== Your task ==
When a line in the entries contains the word "Walbottle", copy that line in full.

== Exercise input ==
----

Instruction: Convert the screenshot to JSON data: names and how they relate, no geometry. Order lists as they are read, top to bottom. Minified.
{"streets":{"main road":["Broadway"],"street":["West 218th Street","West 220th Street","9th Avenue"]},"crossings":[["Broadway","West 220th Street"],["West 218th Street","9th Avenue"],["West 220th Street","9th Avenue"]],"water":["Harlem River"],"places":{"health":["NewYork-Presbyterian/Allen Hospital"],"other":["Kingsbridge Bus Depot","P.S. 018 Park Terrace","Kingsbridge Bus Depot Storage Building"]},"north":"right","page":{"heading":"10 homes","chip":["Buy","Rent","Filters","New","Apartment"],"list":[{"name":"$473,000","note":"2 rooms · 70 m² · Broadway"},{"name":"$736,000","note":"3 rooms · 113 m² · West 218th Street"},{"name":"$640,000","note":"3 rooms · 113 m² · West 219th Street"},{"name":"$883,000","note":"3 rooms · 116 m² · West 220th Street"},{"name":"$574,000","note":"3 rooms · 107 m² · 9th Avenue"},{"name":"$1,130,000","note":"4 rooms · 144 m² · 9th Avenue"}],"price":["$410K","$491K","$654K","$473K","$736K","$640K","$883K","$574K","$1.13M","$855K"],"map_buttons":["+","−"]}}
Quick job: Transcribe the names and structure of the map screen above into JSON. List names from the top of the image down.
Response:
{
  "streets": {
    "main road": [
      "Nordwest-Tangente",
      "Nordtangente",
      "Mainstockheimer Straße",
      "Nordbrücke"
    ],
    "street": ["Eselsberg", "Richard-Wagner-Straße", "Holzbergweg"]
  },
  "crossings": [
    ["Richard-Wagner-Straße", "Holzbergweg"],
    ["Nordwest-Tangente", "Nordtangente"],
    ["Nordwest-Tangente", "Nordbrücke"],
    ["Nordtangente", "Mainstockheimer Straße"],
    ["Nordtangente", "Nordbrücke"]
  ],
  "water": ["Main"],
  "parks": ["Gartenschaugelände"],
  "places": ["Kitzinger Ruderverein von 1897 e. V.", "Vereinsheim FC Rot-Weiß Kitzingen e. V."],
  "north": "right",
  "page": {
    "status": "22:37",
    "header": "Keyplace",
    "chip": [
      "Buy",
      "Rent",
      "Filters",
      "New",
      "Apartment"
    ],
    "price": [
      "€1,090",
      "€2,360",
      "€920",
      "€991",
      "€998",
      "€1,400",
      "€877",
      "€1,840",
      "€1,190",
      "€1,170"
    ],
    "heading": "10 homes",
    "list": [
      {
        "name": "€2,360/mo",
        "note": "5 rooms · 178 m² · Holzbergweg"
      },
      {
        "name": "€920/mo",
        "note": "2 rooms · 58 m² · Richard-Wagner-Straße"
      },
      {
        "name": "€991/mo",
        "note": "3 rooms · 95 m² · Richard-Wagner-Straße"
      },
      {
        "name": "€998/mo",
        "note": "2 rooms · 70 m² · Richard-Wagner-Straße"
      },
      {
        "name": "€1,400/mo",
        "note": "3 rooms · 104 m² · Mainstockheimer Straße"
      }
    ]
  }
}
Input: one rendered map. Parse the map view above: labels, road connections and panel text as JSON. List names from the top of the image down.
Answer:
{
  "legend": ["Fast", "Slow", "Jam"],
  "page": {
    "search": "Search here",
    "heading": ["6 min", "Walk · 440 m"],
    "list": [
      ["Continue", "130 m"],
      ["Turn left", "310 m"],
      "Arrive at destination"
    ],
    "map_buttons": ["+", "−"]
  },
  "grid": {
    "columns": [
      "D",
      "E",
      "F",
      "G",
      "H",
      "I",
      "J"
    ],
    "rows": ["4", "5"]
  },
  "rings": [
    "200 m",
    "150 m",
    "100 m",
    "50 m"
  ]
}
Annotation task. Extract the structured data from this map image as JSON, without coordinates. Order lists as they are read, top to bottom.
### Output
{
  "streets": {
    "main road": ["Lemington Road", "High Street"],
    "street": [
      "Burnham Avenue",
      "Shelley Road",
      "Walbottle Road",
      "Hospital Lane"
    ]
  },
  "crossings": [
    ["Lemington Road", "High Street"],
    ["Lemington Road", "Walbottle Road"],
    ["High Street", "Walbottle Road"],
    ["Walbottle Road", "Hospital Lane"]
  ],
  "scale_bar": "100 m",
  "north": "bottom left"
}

----

== Solution to this problem ==
      "Walbottle Road",
    ["Lemington Road", "Walbottle Road"],
    ["High Street", "Walbottle Road"],
    ["Walbottle Road", "Hospital Lane"]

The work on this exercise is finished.